We assume administrative costs of 6 percent. A new system would have a host of important administrative functions necessary to effective operations, such as rate setting for many different providers of different types; quality control over care provision; development, review, and revision of regulations; provider oversight and enforcement of standards; bill payment to providers; and other functions. We base our administrative cost estimates on Medicare’s costs to administer the entire Medicare program. But even if we have modestly overestimated the appropriate administrative load, the difference in costs for the federal government would be only about 1 percent of total added federal spending per percentage-point reduction, a tiny fraction of the additional $32 trillion in federal funding that we estimate would be needed to fully finance the Sanders health plan.

We provide estimates of current state and local spending on health care through the Medicaid program and on payments for uncompensated care. Requiring state governments to give the amount they currently spend on Medicaid to the federal government to help finance the single-payer system is of very uncertain legality given the Supreme Court’s ruling in National Federation of Independent Business v. Sebelius.

We may have underestimated the costs of the Sanders plan in several important areas. These were described in the original paper and are summarized below.


https://www.urban.org/research/publication/response-criticisms-our-analysis-sanders-health-care-reform-plan

lapucelle

(18,252 posts)
94. The text of the actual bill that was introduced
Sun Sep 17, 2017, 08:43 PM
Sep 2017

in the Senate last week is not available yet.

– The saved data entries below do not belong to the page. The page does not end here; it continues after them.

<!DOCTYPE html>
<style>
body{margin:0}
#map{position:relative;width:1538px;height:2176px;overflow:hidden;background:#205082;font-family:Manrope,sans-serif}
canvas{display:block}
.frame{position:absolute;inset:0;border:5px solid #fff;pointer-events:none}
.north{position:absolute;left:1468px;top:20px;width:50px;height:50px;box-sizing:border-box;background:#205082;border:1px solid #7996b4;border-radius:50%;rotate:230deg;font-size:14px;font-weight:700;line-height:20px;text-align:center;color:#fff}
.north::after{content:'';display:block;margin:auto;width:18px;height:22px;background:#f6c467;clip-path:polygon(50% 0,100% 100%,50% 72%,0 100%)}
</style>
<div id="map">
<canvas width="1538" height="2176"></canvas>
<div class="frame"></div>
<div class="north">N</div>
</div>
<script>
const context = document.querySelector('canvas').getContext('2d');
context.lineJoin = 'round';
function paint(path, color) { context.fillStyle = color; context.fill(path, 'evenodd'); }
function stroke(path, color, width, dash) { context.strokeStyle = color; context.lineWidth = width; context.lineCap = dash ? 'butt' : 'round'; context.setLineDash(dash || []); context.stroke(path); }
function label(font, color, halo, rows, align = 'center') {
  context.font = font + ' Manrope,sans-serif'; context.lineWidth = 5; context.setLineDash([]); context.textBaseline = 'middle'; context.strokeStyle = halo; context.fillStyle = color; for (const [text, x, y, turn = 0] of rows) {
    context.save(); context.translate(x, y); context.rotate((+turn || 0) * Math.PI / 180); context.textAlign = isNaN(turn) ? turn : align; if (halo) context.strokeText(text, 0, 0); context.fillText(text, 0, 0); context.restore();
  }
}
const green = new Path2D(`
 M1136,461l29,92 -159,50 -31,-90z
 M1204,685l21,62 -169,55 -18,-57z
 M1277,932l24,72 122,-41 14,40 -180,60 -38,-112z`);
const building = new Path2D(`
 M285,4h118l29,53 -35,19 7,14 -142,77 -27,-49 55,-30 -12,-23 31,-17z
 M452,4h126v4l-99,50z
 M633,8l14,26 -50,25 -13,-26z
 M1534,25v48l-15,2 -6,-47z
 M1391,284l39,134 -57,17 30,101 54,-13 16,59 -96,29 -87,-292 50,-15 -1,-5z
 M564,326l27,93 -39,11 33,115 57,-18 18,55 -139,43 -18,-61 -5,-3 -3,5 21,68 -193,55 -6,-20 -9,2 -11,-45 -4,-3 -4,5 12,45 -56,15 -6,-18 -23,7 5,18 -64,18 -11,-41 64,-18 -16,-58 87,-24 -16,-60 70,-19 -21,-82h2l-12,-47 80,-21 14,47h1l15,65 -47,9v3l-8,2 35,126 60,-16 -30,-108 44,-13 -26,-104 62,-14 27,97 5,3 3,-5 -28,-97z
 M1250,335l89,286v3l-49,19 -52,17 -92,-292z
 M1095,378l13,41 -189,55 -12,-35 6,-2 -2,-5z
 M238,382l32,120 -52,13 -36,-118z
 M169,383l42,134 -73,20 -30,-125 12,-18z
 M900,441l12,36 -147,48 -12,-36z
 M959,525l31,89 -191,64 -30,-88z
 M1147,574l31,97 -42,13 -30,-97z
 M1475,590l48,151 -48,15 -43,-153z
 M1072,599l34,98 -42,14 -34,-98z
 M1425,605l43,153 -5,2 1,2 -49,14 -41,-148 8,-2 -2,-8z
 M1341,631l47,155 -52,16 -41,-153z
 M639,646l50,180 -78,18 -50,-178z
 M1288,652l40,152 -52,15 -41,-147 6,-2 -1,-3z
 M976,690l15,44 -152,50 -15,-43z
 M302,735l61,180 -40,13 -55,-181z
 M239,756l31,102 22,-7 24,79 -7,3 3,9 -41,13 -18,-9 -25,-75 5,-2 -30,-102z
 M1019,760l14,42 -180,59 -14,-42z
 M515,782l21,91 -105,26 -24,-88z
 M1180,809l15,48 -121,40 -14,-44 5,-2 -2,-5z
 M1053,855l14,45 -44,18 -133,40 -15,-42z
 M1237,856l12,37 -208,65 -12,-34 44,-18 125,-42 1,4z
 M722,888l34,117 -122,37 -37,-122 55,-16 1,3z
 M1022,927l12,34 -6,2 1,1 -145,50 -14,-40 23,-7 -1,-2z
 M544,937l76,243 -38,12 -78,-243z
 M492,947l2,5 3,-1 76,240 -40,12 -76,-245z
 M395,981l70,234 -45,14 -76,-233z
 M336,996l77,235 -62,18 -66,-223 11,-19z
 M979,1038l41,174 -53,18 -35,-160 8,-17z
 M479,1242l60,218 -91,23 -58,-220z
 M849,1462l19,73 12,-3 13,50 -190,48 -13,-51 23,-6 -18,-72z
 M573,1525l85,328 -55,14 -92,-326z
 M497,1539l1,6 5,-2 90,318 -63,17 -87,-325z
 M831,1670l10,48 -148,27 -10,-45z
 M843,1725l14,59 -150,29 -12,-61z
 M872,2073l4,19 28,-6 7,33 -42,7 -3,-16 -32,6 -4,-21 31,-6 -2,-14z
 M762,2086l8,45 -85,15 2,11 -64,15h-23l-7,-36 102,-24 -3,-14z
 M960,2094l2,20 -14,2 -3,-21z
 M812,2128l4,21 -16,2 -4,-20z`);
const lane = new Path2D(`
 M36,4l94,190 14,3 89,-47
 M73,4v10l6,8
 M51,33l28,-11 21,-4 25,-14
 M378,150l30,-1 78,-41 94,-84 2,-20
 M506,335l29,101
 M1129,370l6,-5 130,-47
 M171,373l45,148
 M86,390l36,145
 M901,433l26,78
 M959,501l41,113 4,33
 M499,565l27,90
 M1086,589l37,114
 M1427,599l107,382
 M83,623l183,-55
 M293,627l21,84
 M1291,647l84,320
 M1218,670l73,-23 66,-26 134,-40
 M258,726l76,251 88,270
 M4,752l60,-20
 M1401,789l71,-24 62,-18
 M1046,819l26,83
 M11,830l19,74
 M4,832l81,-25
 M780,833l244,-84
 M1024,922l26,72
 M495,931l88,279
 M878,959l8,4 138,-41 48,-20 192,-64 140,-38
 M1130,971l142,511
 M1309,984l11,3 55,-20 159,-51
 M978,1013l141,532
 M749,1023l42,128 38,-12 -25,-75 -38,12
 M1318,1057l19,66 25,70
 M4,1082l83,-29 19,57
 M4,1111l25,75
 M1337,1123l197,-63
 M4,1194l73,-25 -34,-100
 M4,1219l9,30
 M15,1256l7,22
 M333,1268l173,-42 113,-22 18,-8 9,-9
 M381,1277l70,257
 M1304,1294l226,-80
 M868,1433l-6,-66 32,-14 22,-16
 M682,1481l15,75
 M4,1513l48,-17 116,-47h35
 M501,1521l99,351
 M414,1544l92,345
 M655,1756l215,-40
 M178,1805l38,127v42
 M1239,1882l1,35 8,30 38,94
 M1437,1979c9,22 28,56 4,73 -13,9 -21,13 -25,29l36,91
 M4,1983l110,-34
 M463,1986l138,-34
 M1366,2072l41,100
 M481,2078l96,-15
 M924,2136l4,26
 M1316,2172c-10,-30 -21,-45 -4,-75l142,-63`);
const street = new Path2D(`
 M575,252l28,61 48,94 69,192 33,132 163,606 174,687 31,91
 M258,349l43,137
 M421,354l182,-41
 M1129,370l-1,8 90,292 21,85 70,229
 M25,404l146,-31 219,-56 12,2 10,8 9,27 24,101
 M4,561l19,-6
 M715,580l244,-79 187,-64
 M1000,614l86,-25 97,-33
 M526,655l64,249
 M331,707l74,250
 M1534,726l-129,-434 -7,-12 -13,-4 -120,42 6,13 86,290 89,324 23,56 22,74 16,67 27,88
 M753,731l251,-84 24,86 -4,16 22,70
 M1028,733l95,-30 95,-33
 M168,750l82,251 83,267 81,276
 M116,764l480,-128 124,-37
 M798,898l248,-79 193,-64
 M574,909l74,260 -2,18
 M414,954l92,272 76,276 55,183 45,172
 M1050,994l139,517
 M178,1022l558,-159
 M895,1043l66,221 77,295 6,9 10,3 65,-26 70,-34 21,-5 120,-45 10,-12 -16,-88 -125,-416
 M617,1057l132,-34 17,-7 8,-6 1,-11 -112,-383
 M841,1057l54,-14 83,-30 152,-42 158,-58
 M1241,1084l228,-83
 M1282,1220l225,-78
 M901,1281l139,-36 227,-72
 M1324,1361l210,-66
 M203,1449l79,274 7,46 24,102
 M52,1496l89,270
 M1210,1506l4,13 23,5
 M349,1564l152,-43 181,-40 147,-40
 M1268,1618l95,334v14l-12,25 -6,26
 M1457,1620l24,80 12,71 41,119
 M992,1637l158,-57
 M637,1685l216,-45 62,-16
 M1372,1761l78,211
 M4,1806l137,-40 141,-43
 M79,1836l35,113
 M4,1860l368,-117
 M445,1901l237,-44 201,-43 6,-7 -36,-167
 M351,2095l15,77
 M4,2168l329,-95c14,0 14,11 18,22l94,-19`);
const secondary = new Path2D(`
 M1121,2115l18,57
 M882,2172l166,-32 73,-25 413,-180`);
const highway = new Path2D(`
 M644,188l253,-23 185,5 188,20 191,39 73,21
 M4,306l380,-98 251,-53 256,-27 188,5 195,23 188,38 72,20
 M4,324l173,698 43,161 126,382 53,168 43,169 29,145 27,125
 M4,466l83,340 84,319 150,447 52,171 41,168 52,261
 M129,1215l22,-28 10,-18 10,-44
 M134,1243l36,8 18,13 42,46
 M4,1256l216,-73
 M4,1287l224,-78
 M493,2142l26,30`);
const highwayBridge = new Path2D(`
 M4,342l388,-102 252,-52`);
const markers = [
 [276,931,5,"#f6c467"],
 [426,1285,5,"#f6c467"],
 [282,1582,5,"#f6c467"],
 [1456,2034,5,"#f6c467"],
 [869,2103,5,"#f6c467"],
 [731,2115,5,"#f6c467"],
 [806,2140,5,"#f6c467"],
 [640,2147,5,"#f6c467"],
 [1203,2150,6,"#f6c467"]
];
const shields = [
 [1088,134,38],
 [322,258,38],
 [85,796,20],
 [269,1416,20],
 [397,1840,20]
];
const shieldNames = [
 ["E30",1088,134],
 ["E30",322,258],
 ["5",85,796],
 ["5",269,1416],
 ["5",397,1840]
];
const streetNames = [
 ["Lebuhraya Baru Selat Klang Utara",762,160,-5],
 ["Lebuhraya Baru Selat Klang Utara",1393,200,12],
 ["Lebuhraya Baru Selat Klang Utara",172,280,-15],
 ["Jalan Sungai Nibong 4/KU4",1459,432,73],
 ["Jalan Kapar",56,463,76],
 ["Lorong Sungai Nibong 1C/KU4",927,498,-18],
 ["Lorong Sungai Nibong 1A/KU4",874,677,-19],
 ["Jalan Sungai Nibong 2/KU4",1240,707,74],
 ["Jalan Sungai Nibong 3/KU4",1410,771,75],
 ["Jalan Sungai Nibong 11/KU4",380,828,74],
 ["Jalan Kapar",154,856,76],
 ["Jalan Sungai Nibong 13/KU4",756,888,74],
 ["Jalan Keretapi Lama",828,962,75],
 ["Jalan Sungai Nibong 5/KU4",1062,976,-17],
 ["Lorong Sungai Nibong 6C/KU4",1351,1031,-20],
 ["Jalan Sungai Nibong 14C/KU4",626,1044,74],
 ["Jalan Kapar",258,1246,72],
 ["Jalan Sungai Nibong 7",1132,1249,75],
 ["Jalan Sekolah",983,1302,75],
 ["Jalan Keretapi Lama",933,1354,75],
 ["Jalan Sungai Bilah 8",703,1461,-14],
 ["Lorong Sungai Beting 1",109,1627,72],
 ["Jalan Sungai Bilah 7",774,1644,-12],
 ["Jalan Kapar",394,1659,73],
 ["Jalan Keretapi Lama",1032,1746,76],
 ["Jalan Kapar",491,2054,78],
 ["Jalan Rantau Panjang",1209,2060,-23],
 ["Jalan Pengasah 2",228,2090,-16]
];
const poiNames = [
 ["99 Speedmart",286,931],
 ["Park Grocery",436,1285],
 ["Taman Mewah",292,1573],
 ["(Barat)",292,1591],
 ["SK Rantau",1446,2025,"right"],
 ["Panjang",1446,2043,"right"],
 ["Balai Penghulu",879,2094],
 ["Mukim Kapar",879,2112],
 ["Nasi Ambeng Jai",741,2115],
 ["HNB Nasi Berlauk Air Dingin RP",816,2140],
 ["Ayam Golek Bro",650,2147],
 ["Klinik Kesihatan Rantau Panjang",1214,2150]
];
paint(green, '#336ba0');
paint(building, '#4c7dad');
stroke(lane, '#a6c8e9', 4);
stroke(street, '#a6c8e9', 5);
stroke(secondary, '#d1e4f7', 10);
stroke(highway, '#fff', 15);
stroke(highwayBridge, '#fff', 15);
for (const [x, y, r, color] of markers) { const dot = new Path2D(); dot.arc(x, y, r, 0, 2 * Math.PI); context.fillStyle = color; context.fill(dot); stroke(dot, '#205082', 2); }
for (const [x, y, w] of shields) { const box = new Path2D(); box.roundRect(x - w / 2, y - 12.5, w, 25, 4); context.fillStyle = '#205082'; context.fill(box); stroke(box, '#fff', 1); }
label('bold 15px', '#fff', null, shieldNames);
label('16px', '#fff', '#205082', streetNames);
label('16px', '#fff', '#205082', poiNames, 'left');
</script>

The HuffPo story you cited was written 2016 and updated last May. Unless Sanders introduced the same bill that he has proposed in the past, the story might not even be relevant to the present situation.

 

ehrnst

(32,640 posts)
100. Yes, this is the analysis of the 2016 plan.
Mon Sep 18, 2017, 08:24 AM
Sep 2017

And Sanders is not known to gladly accept advice or critiques. His defensive response to the independent analysis of his 2016 plan indicates this.

I don't see him acknowledging that he made any errors in his 2016 plan, so I don't see much possible in the way of change in the 2017 plan.

alarimer

(16,245 posts)
116. Yes, money from Cigna talks.
Wed Sep 20, 2017, 08:57 AM
Sep 2017

But people believe what they want to, especially if it is critical of Sanders' bill (though it now has many cosponsors, even centrists ones). And single payer scares Cassidy and Kennedy so much they want to ban states from even trying it.

Get this fucking straight: HEALTH CARE IS A RIGHT. To hell with "incrementalism". PEOPLE ARE FUCKING DYING.